TWENTY-TWO TRILLION DOLLARS. $22,000,000,000,000.00. That's the top side in savings as calculated by a group of economists who have just released their findings in a paper titled
"Accelerating Low-Carbon Development in the World's Cities"
The economic case for low-carbon urban development is compelling. Even with very conservative assumptions, the current global value of that opportunity could be US$16.6 trillion by 2050. And that value could increase significantly, and the payback periods on the investments could shorten substantially, with effective national and international support and continued leadership by cities. In addition, there is a compelling wider economic case for transformation towards a more compact, connected and efficient urban development model. As Better Growth, Better Climate shows, this model can also make cities more productive, socially inclusive, resilient, cleaner, quieter and safer.

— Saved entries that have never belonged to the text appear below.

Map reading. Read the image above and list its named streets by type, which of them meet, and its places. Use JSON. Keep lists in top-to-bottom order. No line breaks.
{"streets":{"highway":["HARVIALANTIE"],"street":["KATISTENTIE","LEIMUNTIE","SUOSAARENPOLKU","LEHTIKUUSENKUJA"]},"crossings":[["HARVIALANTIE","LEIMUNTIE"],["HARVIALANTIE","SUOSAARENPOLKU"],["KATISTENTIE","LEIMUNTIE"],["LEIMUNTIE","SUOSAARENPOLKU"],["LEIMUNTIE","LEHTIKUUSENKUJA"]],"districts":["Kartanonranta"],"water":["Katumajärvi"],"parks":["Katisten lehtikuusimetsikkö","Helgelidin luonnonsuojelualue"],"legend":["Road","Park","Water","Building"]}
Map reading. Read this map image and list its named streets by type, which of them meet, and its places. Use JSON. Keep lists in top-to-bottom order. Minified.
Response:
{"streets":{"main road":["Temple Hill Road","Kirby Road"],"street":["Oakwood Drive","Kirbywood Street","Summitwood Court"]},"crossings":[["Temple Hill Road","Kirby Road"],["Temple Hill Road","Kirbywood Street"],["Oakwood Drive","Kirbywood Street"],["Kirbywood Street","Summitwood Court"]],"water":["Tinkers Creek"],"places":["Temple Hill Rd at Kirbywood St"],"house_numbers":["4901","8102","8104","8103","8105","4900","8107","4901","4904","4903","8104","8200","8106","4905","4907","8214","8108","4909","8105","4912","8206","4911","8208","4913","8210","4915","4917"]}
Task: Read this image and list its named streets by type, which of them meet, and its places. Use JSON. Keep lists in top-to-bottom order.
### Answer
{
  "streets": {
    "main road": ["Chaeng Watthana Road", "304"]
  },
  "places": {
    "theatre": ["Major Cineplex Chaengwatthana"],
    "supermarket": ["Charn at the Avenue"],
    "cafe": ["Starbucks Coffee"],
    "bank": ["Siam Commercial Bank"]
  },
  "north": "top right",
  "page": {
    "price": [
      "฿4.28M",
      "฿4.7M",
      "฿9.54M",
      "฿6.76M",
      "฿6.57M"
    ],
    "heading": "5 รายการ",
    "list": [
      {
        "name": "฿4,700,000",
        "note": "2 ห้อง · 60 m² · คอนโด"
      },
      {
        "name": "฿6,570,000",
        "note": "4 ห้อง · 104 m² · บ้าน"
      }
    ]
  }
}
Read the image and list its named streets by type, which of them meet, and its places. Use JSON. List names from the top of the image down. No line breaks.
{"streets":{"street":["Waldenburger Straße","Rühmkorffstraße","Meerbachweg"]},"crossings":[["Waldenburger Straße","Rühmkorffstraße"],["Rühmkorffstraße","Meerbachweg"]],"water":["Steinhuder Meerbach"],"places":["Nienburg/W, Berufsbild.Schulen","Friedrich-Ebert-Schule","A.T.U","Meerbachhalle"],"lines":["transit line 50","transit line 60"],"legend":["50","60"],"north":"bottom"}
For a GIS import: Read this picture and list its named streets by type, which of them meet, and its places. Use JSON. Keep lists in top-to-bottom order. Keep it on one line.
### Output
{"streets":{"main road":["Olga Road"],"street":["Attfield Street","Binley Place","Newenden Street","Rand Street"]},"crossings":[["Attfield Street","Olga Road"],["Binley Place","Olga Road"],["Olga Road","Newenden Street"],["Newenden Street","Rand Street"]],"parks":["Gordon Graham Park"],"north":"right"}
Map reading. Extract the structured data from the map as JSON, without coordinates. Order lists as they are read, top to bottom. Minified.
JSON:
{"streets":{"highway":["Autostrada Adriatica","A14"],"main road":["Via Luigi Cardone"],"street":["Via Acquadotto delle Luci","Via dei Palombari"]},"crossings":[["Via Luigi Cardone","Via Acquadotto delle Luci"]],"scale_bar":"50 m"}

This new study puts the kibosh on conservative naysayers who fear going green, pushing for lower carbon outputs in all industries might lead to the end of the world.
The amount of money saved can balloon even higher—much higher:
With complementary national policies such as support for low-carbon innovation, reduced fossil fuel subsidies, and carbon pricing, the savings could be as high as US$22 trillion.
They point to examples:
The report offers numerous examples of cities that have achieved or can achieve economic benefits from green investments.
- Bus Rapid Transit: The economic returns of Johannesburg’s Bus Rapid Transit system in its first phase were close to US$900 million.
- Building efficiency: Singapore’s “Green Mark” program, for instance, which aims to cover 80% of its buildings by 2030, could see a reduction in building electricity use of 22% and net economic savings of over US$400 million.
- Cycling: Copenhagen’s planned Cycle Super Highways are estimated to have an internal rate of return on investment of 19% per year.
They also have recommendations
ranging from the local level all the way to the national and international levels that do not seem particularly hard to achieve—when you think logically, of course.
City and local governments should demonstrate leadership by committing to ambitious emission reduction targets and/or low emission development strategies, aiming to be compliant with the framework of the Compact of Mayors by 2020.94 This should include building the skills of political leaders and municipal staff to plan, design, finance and deliver low-carbon development plans, and improving coordination of transport and land use decisions by integrating the authorities.
People like Rick Scott may have a hard time saying the phrase "climate change" but it's time we the people make people like Ricky put on their big boy pants and act like an adults.